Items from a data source
—————

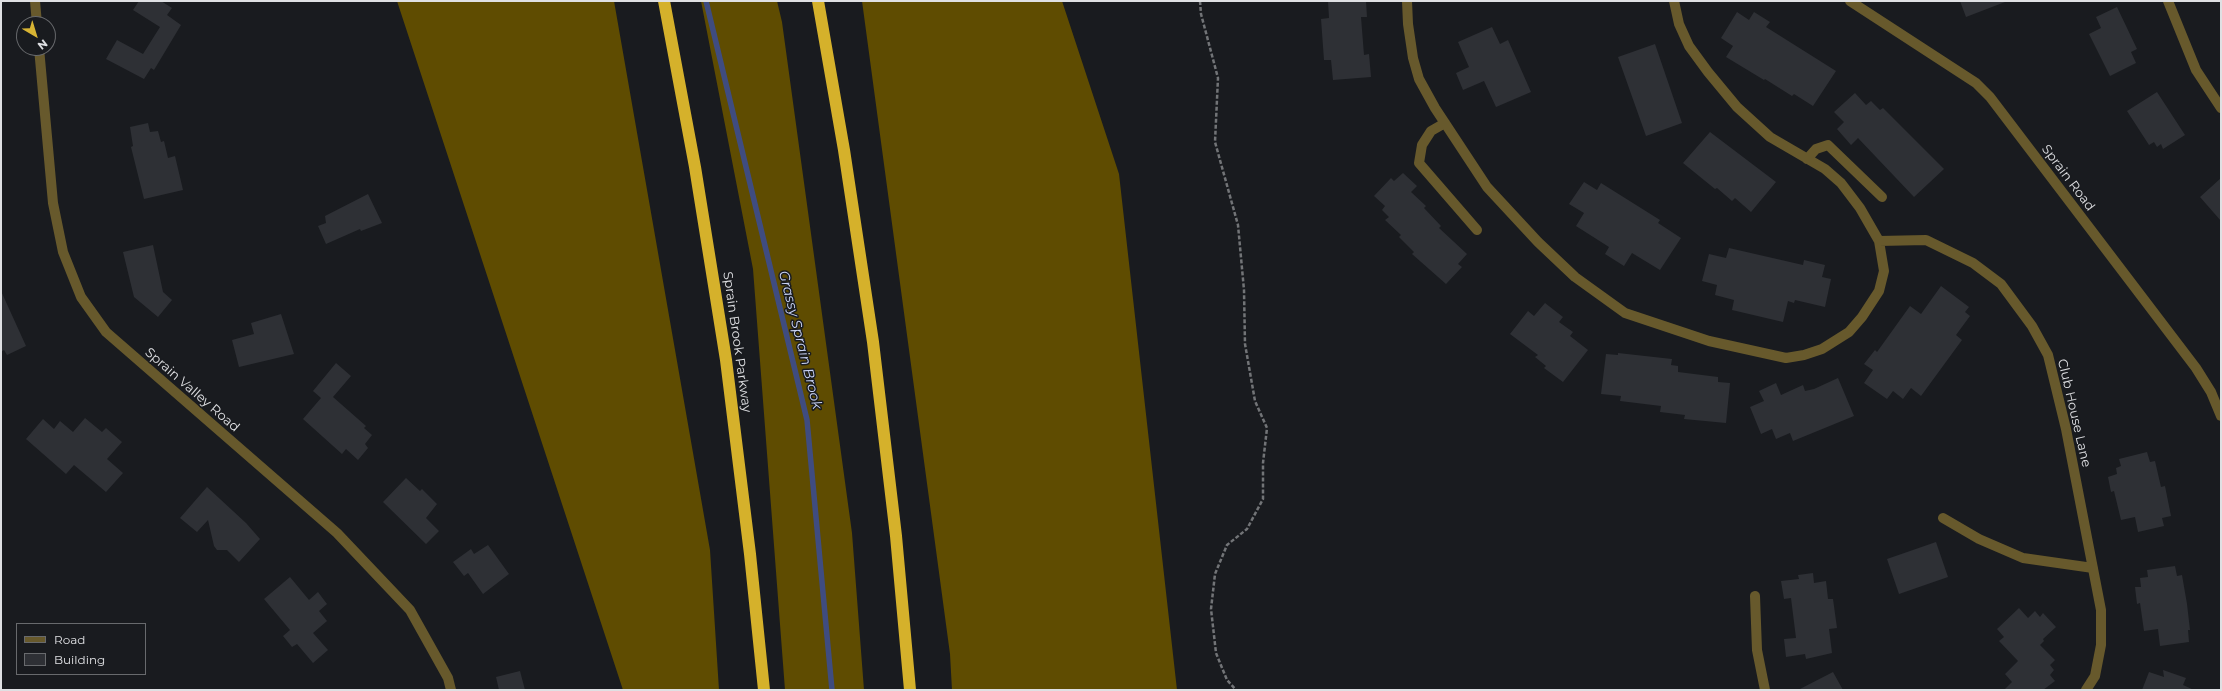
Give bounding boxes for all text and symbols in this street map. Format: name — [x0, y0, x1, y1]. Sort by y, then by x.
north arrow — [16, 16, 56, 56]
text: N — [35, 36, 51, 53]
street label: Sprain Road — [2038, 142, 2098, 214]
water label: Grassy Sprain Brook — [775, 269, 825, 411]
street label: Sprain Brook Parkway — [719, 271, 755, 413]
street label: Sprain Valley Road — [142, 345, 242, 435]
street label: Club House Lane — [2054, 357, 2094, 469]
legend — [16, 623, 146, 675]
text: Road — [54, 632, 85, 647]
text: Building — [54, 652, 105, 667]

—————

• [EXERCISE REQUIREMENTS]: Could you retype all the entries exactly, skipping the pictures?

• [EXERCISE SOLUTION]:
Give bounding boxes for all text and symbols in this street map. Format: name — [x0, y0, x1, y1]. Sort by y, then by x.
north arrow — [16, 16, 56, 56]
text: N — [35, 36, 51, 53]
street label: Sprain Road — [2038, 142, 2098, 214]
water label: Grassy Sprain Brook — [775, 269, 825, 411]
street label: Sprain Brook Parkway — [719, 271, 755, 413]
street label: Sprain Valley Road — [142, 345, 242, 435]
street label: Club House Lane — [2054, 357, 2094, 469]
legend — [16, 623, 146, 675]
text: Road — [54, 632, 85, 647]
text: Building — [54, 652, 105, 667]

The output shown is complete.